*** Exercise materials ***

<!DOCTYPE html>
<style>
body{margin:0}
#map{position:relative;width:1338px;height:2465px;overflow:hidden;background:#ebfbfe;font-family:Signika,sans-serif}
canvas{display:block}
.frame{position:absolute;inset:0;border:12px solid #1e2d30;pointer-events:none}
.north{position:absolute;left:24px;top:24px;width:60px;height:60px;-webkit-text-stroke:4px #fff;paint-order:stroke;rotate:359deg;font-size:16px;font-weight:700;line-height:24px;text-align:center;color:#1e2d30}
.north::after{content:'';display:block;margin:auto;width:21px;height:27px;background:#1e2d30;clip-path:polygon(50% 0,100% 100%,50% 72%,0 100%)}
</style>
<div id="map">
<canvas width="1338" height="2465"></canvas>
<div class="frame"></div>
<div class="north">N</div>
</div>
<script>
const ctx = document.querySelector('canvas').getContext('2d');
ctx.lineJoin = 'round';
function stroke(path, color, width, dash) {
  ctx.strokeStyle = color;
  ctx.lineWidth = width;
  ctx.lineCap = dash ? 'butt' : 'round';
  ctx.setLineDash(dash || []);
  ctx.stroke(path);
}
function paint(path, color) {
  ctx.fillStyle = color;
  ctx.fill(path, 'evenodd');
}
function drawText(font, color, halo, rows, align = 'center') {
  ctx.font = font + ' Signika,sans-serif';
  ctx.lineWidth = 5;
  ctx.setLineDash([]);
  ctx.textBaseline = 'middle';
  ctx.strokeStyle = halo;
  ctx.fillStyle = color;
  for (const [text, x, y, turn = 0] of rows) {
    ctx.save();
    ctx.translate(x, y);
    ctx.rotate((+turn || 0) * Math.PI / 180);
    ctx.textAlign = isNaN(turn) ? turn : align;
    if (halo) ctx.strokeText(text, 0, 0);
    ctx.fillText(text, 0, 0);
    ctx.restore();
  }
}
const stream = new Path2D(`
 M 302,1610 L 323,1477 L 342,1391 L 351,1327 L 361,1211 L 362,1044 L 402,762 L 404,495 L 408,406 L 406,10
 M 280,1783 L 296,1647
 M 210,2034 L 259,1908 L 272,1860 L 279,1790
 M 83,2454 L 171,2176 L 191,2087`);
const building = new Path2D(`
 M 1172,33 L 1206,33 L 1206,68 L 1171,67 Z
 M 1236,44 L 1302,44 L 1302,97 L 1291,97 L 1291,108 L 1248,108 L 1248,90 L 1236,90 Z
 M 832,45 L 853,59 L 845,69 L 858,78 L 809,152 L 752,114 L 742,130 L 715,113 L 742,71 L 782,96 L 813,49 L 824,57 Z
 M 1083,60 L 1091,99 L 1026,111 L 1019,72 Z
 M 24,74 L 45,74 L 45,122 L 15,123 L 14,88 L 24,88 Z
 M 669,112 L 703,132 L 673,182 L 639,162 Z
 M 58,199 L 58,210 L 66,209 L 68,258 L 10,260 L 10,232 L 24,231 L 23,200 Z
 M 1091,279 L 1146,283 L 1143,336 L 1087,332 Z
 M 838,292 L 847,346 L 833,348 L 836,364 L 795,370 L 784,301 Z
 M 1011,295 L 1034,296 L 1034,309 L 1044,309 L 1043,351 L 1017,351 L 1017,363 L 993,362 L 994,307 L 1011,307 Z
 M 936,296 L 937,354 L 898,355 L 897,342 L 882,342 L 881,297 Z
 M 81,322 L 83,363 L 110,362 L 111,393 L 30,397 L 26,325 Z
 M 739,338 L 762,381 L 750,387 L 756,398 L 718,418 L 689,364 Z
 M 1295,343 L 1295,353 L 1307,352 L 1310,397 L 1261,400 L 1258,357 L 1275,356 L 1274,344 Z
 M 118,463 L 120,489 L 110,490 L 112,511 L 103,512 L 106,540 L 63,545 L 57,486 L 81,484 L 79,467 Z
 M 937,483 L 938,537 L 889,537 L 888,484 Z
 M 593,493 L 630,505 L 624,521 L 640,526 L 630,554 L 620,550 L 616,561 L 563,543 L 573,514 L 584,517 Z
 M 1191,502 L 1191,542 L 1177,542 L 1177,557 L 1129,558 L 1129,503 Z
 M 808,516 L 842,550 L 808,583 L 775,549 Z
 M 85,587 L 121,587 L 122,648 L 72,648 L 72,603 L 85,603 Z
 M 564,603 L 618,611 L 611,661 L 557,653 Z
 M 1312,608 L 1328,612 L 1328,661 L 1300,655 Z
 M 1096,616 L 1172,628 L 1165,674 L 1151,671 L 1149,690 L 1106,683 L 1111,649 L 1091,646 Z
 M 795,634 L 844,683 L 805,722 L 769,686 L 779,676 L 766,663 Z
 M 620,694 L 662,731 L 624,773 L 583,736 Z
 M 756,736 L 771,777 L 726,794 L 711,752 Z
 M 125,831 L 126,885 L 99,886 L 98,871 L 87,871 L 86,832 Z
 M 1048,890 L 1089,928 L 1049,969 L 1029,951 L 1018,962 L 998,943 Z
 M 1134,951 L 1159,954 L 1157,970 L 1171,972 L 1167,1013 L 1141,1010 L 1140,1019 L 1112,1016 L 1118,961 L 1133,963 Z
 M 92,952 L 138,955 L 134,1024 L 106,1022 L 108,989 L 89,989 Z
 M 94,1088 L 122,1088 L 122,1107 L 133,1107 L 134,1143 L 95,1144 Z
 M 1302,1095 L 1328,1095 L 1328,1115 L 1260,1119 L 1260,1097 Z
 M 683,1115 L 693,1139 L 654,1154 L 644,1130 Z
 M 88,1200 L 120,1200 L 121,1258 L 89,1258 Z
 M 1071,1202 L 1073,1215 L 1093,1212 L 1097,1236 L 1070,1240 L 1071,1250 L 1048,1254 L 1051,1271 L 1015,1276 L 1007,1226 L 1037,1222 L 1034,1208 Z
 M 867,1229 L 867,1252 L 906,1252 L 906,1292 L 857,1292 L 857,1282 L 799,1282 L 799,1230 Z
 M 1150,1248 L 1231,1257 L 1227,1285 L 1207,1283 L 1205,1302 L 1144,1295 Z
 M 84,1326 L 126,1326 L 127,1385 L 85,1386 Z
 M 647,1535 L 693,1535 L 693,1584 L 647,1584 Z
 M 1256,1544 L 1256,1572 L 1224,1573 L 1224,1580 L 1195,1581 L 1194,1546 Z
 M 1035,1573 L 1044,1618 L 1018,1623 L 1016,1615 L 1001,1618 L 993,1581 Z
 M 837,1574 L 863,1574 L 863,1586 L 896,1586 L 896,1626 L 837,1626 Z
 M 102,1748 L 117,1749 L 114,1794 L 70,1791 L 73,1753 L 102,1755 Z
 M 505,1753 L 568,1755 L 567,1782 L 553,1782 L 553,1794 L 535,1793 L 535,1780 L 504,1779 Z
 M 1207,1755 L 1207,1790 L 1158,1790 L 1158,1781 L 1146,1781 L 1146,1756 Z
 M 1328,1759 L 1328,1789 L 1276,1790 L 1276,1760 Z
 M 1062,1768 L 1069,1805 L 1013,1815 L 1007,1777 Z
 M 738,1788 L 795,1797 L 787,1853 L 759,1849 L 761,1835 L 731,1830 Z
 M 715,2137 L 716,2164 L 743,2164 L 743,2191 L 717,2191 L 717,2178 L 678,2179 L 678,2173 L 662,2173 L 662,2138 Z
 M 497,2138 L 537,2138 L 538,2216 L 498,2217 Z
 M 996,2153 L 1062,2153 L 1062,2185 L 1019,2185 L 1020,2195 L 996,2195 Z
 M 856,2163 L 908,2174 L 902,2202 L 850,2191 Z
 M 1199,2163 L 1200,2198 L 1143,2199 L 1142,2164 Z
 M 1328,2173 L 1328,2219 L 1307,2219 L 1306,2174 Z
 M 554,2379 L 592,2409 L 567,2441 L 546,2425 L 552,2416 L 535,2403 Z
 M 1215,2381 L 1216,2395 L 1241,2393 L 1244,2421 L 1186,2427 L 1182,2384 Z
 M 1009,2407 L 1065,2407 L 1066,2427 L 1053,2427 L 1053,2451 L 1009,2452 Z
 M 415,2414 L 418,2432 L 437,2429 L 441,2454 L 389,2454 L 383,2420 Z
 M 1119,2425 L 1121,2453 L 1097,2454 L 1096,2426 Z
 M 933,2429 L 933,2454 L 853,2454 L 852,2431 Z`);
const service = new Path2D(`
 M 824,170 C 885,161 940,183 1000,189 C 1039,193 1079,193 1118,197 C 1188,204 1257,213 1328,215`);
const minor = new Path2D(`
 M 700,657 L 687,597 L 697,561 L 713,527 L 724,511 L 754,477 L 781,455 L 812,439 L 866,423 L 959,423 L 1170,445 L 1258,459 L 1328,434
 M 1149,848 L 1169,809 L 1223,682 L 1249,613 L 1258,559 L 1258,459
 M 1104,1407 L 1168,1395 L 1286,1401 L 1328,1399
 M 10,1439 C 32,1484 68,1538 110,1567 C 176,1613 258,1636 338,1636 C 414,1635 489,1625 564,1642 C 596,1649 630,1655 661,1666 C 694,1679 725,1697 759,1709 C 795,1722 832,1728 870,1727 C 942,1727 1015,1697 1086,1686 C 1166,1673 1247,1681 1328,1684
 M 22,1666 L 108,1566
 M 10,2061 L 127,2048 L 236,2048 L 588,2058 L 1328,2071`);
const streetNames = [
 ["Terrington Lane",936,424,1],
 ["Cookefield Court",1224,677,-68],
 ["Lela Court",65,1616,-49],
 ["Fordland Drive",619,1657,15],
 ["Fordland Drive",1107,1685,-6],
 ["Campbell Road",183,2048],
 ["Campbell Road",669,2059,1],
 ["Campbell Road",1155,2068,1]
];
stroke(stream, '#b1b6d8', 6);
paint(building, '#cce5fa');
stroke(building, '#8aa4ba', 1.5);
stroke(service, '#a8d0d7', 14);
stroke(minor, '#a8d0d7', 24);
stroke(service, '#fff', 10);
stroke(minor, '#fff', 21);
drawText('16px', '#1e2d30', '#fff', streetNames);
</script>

*** End of Exercise materials ***

Directions for this task
Could you return all lines from the records that include the word "canvas"?

Your response
canvas{display:block}
<canvas width="1338" height="2465"></canvas>
const ctx = document.querySelector('canvas').getContext('2d');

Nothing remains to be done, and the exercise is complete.